What the task requires:
In the records below, find the line containing "M164 265 213" and the line containing "M368 118 375 133"; please repeat exactly the lines from one to the other, both included, and nothing more.

Top of Provided records

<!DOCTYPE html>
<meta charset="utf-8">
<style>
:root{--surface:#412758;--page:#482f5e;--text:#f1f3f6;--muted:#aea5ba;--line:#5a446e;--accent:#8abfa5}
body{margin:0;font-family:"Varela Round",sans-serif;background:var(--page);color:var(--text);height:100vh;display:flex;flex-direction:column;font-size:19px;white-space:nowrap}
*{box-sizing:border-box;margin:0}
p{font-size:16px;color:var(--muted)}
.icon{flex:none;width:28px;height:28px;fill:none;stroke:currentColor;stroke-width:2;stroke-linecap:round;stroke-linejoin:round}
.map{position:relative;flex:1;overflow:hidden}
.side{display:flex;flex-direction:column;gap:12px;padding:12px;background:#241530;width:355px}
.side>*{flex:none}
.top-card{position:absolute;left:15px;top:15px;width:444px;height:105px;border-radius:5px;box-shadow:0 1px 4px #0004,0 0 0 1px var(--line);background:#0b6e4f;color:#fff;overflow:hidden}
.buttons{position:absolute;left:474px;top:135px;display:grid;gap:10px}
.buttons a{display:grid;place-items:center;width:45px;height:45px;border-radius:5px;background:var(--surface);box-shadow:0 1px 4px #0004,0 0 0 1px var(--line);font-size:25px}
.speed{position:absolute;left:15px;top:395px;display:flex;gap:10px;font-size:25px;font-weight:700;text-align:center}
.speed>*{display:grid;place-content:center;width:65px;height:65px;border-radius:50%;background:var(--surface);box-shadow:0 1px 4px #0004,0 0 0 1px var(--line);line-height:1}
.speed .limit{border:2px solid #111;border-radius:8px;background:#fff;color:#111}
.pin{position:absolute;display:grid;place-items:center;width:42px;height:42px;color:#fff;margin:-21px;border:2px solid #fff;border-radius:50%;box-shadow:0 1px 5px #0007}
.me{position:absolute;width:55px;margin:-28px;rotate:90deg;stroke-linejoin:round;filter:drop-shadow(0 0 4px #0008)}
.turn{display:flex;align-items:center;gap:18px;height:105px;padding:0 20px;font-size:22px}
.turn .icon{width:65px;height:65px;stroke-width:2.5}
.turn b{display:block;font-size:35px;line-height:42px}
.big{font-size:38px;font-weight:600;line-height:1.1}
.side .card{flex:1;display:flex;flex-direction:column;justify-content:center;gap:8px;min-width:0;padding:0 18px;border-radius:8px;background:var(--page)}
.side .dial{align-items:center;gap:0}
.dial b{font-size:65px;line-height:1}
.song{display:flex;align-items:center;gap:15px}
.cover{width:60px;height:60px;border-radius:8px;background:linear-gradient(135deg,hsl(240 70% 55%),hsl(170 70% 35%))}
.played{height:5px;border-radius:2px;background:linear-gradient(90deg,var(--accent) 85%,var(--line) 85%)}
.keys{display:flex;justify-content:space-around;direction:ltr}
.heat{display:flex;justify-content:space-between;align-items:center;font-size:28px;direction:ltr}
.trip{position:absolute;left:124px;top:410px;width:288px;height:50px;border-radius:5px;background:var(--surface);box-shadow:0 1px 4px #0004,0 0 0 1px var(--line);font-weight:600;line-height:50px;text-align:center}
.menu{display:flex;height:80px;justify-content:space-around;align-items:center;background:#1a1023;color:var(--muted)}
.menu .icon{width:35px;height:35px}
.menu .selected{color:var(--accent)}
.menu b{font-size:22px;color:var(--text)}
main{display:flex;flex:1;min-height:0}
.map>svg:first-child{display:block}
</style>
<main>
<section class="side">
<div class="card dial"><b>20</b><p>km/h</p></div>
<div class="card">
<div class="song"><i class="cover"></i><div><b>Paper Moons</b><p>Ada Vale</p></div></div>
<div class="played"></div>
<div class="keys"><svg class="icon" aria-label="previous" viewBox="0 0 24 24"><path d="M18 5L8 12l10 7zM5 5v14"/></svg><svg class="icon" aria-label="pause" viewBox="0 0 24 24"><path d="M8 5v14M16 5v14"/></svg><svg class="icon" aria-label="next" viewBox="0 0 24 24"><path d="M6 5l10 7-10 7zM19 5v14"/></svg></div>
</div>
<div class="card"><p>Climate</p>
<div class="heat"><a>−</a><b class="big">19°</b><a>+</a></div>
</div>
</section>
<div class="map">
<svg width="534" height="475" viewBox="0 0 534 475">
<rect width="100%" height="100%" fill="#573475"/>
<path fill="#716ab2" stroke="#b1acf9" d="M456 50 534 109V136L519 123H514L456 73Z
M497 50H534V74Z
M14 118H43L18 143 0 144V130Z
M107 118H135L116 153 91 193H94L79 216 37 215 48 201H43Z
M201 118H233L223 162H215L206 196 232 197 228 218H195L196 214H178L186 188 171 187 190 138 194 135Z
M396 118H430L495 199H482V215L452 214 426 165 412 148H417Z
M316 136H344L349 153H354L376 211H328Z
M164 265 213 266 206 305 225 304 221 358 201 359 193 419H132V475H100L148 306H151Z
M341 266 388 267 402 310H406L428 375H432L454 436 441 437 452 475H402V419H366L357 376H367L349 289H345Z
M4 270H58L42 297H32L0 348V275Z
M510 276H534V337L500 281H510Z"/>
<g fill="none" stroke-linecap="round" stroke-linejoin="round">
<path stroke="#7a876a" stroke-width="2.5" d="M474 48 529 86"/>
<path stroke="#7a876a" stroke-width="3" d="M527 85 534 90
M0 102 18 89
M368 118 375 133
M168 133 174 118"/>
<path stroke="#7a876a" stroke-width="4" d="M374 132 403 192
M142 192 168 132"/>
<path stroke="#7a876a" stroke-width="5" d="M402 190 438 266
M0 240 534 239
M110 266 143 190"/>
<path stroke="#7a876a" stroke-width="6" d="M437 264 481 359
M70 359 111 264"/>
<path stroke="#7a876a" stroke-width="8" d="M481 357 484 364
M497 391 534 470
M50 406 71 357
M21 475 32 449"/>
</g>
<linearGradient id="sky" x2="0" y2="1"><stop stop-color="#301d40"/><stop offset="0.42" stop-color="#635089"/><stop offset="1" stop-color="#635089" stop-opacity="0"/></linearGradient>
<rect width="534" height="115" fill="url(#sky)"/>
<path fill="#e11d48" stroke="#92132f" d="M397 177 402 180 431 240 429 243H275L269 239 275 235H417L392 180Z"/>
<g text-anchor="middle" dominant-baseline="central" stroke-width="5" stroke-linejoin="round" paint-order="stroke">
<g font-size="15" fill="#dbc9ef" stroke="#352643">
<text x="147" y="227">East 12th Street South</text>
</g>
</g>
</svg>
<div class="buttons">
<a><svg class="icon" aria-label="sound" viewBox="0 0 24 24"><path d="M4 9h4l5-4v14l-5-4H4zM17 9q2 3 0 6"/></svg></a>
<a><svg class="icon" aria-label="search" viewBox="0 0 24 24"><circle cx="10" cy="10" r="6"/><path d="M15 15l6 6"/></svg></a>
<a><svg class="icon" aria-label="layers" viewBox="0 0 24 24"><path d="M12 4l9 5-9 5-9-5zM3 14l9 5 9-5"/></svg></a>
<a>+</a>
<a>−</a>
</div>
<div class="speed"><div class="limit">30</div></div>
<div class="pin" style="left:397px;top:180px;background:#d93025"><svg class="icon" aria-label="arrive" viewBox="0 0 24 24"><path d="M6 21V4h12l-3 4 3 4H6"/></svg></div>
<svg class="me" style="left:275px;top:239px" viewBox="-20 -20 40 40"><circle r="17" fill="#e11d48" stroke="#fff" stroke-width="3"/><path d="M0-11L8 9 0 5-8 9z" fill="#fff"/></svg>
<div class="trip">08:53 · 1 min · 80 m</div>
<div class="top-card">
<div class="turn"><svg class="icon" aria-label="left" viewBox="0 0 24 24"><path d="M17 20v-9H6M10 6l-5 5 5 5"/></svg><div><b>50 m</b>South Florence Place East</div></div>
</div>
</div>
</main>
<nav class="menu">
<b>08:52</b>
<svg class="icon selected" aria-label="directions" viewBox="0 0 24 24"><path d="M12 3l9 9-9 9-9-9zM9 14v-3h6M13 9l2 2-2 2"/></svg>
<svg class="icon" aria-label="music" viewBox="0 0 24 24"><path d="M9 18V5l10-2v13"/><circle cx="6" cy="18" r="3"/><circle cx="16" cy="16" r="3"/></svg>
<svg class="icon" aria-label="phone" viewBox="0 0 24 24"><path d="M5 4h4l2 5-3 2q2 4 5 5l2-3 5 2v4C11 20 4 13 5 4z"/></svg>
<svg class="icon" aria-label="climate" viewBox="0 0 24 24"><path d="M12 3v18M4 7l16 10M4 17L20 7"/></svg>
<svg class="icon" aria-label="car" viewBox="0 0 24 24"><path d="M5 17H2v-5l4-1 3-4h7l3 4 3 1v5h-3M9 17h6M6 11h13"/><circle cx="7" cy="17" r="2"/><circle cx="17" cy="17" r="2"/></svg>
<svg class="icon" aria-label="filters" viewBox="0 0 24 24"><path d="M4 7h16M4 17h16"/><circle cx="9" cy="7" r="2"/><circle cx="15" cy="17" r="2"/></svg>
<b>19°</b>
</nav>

Bottom of Provided records

Answer for this exercise:
M164 265 213 266 206 305 225 304 221 358 201 359 193 419H132V475H100L148 306H151Z
M341 266 388 267 402 310H406L428 375H432L454 436 441 437 452 475H402V419H366L357 376H367L349 289H345Z
M4 270H58L42 297H32L0 348V275Z
M510 276H534V337L500 281H510Z"/>
<g fill="none" stroke-linecap="round" stroke-linejoin="round">
<path stroke="#7a876a" stroke-width="2.5" d="M474 48 529 86"/>
<path stroke="#7a876a" stroke-width="3" d="M527 85 534 90
M0 102 18 89
M368 118 375 133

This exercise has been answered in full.